Взглянем на любую карту Греции: прежде всего бросится в глаза просто-таки усыпанное островами Эгейское море, которое в этом отношении ни в малейшей мере не схоже с каким-нибудь другим морем Европы[98]. Этих островов, наверное, сотни! По большей части они невелики, но есть и несколько крупных. Эти последние (если не считать особенно заметного Крита, а также Эвбеи, настолько тесно прильнувшей к Греции как таковой, что даже не сразу и различишь разделяющий их узкий пролив) в основном как бы жмутся к восточному, малоазийскому побережью Эгеиды. Если перечислить их, следуя с юга на север, то перед нами они пройдут в таком порядке: Родос, Самос, Хиос, Лесбос.
Кстати, заметим вот это характерное окончание
А вот с островами сложилось как-то иначе. Может быть, потому, что их названия, примени к ним обычную практику удаления окончаний, зазвучали бы как-то уж чрезмерно непривычно, экзотически.

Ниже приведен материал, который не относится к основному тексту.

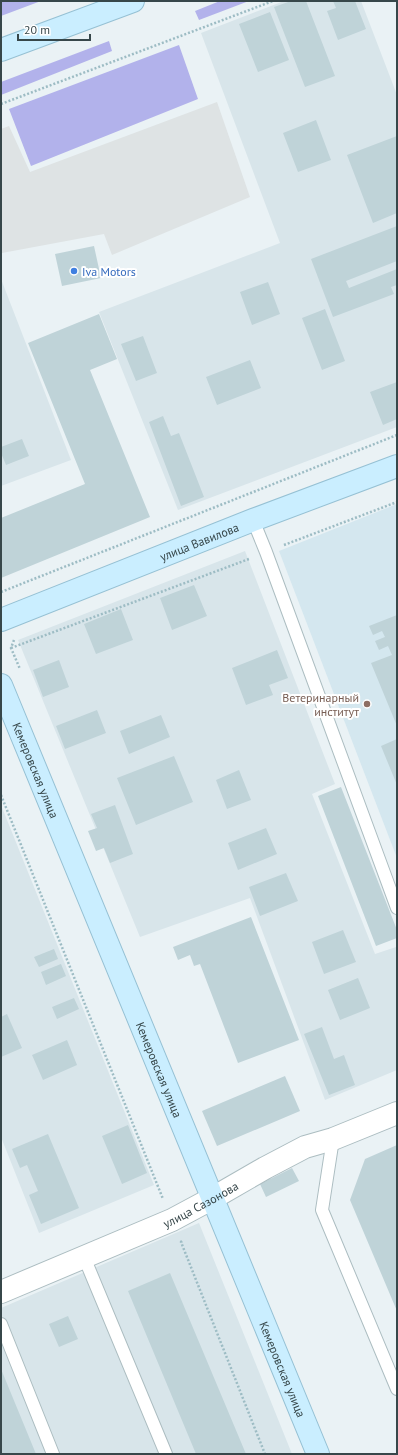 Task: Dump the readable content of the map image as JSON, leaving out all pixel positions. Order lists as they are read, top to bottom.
{
  "streets": {
    "main road": ["улица Вавилова", "Кемеровская улица"],
    "street": ["улица Сазонова"]
  },
  "crossings": [
    ["Кемеровская улица", "улица Сазонова"]
  ],
  "places": ["Iva Motors", "Ветеринарный институт"],
  "scale_bar": "20 m"
} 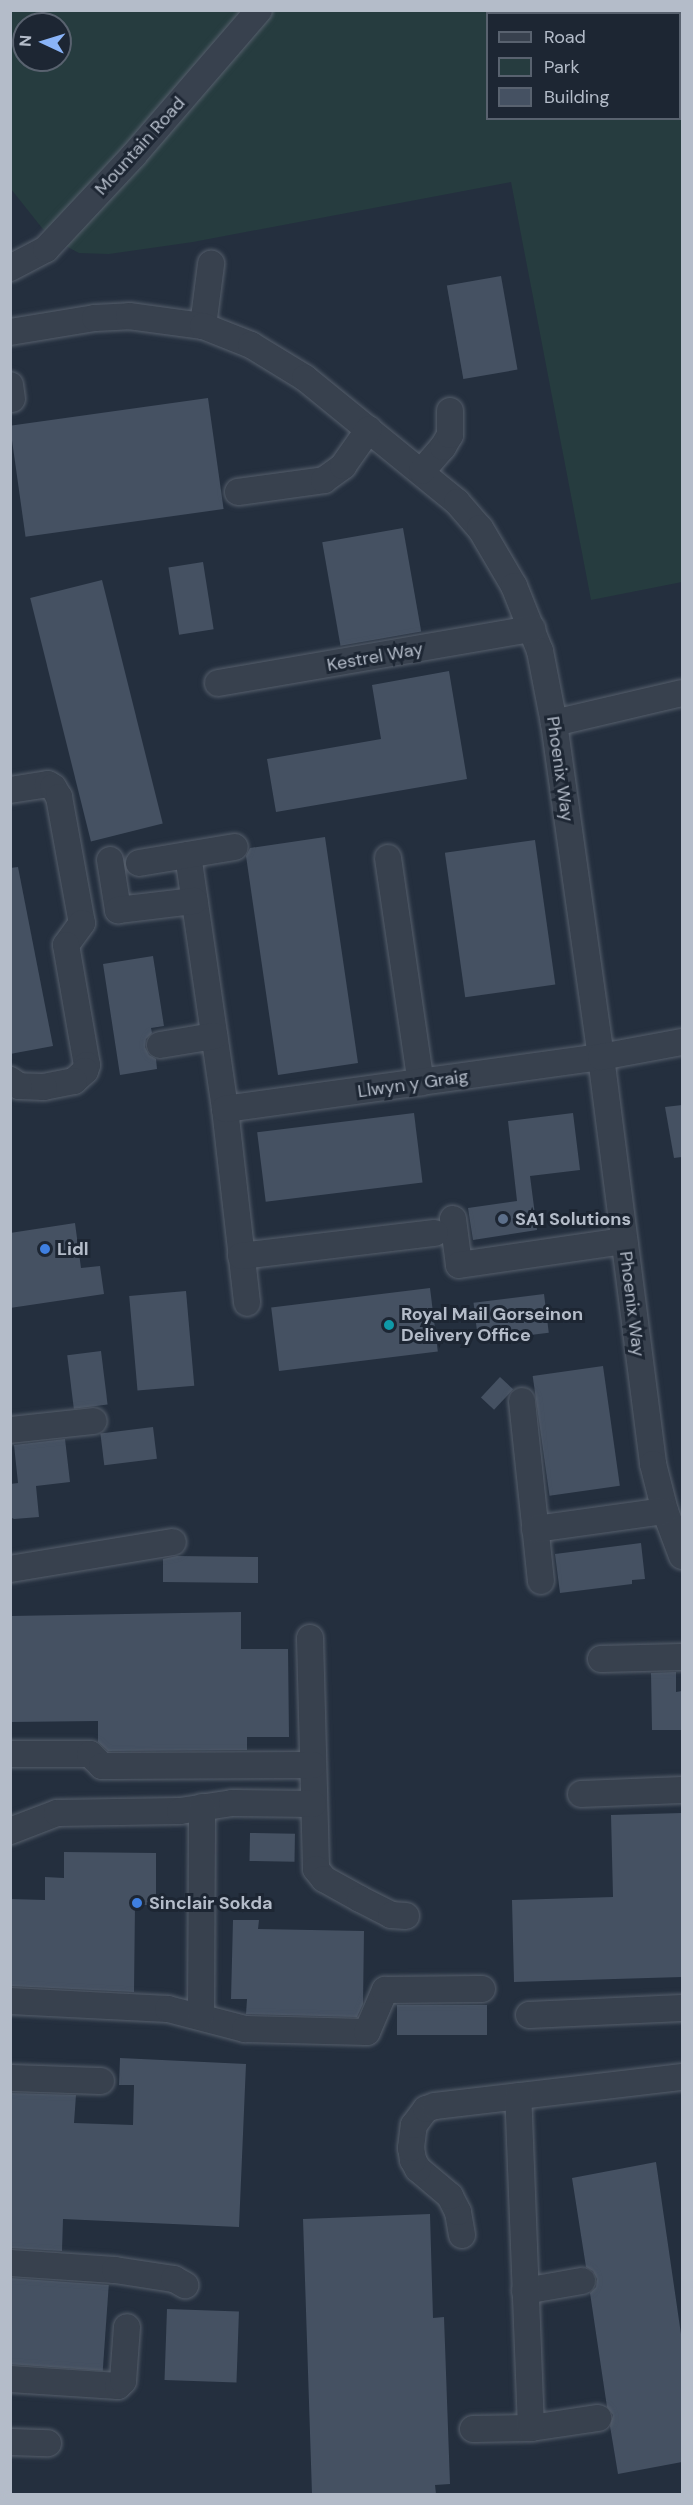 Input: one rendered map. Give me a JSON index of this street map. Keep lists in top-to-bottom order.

И, главное, вызывали бы совсем неподходящие ассоциации. Остров Род? Остров Сам? Остров Пар? Остров Мел? А Кос — с ним-то как быть? Просто «К»?
Но возвращаемся к перечисленной выше четверке — Родос, Самос, Хиос, Лесбос. Из этих больших островов каждый чем-то был в античности знаменит. Уж о Родосе не говорим: о нем слышал каждый хотя бы в связи с Колоссом Родосским — самой большой статуей античного греческого мира, одним из семи чудес света. Родос, конечно, был прославлен и многим иным, но речь сейчас не о нем.
Далее, Самос — отечество великого Пифагора (хотя этот философ и ученый вынужден был покинуть родные места, преследуемый тираном Поликратом — еще одним выдающимся самосцем, — и местом своей дальнейшей деятельности избрал Южную Италию). На Хиосе изготовлялось лучшее во всей Греции вино. Но мы перемещаемся всё севернее, и вот перед нами — Лесбос. Тут мы и остановимся.